France has been under a state of emergency since Islamic State gunmen and suicide bombers struck Paris in November, killing 130.
And terror fears have been heightened by the presence of hundreds of thousands of fans for the month-long Euro 2016 football championship.
- Silent march for police couple -
In Monday's assault, 25-year-old Larossi Abballa, who had served time for links to jihadist networks, killed 42-year-old police commander Jean-Baptiste Salvaing outside his home in Magnanville.
He then entered the house, taking Salvaing's 36-year-old partner Jessica Schneider and the couple's three-year-old son hostage, before slitting her throat.
Schneider was an employee of the police station where her partner worked.
Abballa was later killed in a police raid on the house, where officers found the little boy traumatised but unhurt.

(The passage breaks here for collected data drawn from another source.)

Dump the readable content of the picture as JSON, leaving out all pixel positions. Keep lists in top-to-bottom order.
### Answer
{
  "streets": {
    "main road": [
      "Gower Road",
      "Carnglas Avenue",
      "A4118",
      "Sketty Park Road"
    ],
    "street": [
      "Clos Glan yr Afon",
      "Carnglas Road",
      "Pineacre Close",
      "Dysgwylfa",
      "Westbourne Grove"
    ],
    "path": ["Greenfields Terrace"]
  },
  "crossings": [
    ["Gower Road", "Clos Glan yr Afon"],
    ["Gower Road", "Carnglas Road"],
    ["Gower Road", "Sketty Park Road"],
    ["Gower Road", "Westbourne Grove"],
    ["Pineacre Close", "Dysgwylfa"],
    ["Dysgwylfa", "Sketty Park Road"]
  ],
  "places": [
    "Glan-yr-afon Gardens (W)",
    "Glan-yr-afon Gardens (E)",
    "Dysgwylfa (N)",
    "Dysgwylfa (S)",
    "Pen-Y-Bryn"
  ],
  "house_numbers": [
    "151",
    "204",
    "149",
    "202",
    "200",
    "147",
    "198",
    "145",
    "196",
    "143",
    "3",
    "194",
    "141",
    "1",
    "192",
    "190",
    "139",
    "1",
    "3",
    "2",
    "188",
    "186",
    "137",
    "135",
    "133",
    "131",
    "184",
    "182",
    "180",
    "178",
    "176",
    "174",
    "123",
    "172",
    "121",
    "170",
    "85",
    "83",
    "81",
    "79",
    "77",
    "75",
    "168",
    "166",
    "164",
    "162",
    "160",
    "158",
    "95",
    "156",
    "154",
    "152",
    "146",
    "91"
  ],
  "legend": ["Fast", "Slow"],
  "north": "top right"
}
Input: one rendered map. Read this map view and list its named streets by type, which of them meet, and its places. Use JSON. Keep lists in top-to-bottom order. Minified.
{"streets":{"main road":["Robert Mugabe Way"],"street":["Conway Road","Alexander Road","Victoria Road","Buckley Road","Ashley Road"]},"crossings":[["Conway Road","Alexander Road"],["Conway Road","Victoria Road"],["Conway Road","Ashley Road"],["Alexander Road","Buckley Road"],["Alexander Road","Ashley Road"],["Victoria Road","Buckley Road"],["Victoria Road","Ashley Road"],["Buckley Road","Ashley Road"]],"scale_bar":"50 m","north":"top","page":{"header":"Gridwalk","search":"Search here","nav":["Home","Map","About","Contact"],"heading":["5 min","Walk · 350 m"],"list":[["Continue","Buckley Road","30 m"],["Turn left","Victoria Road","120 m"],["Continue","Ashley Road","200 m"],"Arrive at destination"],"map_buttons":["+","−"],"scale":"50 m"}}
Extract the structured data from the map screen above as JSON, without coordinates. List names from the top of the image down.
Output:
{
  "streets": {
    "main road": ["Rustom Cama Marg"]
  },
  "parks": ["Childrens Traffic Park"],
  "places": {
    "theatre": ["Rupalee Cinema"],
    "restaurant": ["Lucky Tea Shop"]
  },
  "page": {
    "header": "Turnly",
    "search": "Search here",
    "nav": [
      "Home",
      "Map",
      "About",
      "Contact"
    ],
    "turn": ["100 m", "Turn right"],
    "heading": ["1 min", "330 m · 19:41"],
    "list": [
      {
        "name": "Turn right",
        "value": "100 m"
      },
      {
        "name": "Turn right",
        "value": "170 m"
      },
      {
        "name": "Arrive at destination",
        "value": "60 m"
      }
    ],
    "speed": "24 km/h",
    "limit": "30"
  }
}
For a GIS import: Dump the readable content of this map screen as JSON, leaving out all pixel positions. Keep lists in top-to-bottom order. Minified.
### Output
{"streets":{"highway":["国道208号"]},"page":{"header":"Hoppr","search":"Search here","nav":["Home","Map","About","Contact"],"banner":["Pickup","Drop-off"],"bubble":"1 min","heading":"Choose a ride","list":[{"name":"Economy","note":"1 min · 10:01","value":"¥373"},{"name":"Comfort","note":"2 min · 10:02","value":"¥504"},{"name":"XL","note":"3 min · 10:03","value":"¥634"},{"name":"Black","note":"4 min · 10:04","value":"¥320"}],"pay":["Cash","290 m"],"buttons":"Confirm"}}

Just before the raid, Abballa streamed a live video on Facebook of himself inside the house with the toddler, urging "other surprises" and pledging to "turn the Euro into a graveyard".
Paris prosecutor Francois Molins said police had found a hit list at the scene of the attack naming police, rappers and journalists.
Abballa, from Mantes-la-Jolie, told police negotiators before his death that he had sworn loyalty to IS three weeks earlier.
A crowd of some 2,500 people -- including officers in plain clothes -- marched in silence on Thursday to honour the slain couple, many weeping openly.
- Three others in custody -
Three associates of Abballa were arrested over the attack, and their detention was on Thursday extended for another 48 hours, a legal source told AFP.
Two of the suspects, aged 27 and 29, were convicted alongside Abballa in 2013 over ties to a network recruiting jihadists for Pakistan.
At the time, Abballa was sentenced to three years in prison.
The French attack came a day after another lone wolf pledging support to IS gunned down 49 people in Orlando, Florida, highlighting the difficulty in tracking those inspired by the jihadists from afar.
French Prime Minister Manuel Valls said Wednesday that a lone wolf attack was hard to prevent and more attacks were likely to follow.
"More innocent people will lose their lives. It's very hard to say this... but unfortunately it is the truth," he said.
French President Francois Hollande will on Friday preside over an official memorial service in honour of the murdered couple.